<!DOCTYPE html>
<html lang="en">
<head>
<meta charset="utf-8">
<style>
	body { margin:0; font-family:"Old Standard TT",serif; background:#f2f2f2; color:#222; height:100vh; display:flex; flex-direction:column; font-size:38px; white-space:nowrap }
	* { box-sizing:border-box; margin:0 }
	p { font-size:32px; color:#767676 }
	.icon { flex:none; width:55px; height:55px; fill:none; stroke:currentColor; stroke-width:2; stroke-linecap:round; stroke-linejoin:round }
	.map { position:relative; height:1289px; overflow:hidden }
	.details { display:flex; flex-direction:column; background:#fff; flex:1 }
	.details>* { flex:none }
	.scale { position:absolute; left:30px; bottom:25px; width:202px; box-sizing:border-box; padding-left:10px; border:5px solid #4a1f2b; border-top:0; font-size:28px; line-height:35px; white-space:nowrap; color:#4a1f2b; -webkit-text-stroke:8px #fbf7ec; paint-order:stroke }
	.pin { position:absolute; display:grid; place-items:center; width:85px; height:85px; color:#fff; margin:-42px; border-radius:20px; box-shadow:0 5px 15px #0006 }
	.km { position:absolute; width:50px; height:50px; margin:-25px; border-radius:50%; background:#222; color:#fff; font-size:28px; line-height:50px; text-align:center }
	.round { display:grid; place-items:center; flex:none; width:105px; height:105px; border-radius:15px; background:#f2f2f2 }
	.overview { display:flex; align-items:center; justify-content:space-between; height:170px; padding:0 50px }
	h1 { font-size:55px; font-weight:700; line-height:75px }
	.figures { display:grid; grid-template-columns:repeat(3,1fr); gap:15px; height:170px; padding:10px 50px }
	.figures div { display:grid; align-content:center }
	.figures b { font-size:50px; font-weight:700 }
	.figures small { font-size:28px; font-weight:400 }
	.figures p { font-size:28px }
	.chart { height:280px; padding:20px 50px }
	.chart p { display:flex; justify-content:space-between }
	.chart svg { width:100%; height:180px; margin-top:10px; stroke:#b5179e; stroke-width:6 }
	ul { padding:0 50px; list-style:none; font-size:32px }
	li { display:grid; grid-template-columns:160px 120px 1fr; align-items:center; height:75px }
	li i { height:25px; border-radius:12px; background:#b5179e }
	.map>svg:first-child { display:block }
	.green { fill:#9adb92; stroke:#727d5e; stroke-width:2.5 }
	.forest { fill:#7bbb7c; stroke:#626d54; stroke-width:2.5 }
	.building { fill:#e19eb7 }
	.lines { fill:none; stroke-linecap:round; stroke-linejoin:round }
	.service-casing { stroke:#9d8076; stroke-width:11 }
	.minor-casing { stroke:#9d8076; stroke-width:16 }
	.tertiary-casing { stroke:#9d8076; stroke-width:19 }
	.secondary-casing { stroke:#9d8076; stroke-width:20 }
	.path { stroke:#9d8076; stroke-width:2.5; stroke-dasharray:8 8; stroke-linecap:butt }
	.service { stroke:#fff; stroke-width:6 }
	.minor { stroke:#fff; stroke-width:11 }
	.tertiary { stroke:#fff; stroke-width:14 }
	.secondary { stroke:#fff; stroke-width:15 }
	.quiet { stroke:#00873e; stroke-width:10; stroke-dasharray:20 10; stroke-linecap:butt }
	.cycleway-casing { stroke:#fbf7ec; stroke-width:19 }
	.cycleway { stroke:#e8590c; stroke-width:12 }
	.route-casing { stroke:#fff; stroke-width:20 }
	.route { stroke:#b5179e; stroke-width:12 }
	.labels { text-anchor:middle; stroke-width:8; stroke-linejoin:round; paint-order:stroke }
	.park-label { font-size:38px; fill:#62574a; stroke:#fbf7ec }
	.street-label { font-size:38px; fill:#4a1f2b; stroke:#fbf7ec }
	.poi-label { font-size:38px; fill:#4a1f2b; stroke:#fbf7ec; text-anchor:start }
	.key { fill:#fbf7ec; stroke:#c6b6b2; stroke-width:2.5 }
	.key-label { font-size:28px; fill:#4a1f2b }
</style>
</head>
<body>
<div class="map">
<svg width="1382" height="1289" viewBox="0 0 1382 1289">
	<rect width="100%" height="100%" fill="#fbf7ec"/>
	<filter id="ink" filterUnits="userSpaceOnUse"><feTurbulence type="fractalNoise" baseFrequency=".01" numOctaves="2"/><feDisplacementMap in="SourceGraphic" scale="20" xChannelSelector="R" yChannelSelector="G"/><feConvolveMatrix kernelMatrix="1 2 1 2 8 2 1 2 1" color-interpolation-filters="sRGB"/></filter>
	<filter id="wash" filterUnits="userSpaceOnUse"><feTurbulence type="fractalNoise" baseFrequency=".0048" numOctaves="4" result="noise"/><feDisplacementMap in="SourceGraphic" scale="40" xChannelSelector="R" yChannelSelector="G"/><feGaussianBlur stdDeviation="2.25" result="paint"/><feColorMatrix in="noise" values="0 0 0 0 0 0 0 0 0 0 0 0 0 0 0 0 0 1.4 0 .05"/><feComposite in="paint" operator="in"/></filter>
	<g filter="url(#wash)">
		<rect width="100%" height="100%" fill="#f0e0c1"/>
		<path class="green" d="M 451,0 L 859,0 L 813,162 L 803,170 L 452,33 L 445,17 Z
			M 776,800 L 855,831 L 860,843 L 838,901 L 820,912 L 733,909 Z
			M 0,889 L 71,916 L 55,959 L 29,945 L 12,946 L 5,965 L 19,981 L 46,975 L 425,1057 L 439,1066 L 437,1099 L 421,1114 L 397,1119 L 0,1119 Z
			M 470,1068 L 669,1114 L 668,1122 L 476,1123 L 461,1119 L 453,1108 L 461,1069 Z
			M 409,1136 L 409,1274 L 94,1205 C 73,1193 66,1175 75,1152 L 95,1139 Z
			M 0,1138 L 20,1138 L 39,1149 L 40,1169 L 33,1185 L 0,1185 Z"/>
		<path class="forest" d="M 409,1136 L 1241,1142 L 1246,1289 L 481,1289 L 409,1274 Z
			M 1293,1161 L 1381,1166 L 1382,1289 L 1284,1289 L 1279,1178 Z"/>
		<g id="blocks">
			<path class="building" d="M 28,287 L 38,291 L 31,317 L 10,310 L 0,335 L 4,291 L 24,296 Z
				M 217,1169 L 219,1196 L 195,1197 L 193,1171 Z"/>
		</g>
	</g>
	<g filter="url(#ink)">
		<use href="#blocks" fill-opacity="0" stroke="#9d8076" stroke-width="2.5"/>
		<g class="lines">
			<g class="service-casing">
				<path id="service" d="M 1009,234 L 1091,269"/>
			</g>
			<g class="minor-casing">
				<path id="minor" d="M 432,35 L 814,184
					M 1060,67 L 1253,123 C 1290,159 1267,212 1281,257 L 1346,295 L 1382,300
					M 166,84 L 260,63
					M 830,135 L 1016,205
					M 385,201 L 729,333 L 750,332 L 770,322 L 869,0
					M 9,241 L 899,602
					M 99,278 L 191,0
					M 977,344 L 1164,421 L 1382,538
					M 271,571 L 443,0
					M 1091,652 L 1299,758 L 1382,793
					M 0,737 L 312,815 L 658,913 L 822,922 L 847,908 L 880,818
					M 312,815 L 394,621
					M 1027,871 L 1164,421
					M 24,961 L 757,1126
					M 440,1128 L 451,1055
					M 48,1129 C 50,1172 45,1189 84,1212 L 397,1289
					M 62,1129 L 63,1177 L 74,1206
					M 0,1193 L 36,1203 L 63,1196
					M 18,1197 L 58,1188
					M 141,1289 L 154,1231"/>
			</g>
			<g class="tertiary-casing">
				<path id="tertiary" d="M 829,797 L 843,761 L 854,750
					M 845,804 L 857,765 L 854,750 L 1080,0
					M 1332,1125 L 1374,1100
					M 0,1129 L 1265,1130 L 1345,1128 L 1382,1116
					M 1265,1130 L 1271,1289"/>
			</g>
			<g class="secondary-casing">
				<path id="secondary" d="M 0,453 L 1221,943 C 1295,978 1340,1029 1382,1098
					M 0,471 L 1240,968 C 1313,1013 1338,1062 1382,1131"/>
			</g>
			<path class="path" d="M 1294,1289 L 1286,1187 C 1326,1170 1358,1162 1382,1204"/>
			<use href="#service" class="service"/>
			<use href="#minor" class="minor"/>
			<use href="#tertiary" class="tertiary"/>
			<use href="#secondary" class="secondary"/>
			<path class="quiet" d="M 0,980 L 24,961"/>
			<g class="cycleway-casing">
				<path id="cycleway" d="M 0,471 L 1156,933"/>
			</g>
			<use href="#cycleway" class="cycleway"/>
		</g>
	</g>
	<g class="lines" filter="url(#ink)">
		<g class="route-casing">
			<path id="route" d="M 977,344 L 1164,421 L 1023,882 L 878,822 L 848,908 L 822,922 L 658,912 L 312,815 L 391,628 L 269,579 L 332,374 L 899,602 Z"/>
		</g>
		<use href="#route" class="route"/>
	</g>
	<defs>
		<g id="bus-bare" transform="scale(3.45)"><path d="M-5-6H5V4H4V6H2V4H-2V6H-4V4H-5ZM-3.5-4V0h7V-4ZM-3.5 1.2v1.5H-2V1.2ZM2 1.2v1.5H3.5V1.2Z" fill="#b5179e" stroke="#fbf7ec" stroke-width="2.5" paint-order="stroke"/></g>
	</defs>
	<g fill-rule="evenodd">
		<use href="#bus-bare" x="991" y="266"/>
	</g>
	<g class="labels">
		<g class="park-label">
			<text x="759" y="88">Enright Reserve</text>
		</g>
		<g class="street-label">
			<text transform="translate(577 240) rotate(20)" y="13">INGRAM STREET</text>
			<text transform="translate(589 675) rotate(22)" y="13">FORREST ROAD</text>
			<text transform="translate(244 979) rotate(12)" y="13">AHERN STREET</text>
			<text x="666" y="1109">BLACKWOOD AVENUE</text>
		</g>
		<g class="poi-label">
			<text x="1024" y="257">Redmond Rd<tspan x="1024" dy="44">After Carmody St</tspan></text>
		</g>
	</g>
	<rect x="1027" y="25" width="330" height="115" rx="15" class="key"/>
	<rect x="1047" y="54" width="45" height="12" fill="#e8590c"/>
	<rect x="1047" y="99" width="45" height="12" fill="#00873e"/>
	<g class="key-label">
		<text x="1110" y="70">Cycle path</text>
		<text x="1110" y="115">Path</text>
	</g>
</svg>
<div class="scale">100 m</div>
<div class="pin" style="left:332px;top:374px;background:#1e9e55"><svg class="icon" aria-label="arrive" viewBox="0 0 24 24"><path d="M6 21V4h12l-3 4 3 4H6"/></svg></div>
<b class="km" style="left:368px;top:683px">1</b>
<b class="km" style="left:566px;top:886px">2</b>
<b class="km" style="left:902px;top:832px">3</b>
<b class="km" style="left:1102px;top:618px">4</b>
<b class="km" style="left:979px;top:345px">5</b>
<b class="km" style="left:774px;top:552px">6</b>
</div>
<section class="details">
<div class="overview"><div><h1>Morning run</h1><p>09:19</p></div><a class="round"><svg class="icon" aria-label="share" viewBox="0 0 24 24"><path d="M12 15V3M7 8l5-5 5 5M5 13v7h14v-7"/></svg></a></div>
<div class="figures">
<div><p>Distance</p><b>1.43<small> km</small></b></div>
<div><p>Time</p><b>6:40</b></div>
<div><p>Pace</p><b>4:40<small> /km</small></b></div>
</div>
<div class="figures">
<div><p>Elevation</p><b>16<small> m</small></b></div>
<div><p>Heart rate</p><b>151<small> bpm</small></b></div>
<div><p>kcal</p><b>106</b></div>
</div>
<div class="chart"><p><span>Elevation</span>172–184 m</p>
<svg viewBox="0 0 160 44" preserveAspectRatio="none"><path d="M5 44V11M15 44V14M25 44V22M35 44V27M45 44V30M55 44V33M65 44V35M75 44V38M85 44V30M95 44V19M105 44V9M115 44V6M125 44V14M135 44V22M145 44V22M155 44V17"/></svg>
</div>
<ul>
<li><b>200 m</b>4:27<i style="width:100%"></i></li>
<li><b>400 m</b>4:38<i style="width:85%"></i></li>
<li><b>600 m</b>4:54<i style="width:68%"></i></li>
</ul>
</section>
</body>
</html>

○ ○ ○ ○

▸ INSTRUCTIONS TO FOLLOW
Copy all lines of the records in which the string "minor" can be found.

▸ SOLUTION BELOW
	.minor-casing { stroke:#9d8076; stroke-width:16 }
	.minor { stroke:#fff; stroke-width:11 }
			<g class="minor-casing">
				<path id="minor" d="M 432,35 L 814,184
			<use href="#minor" class="minor"/>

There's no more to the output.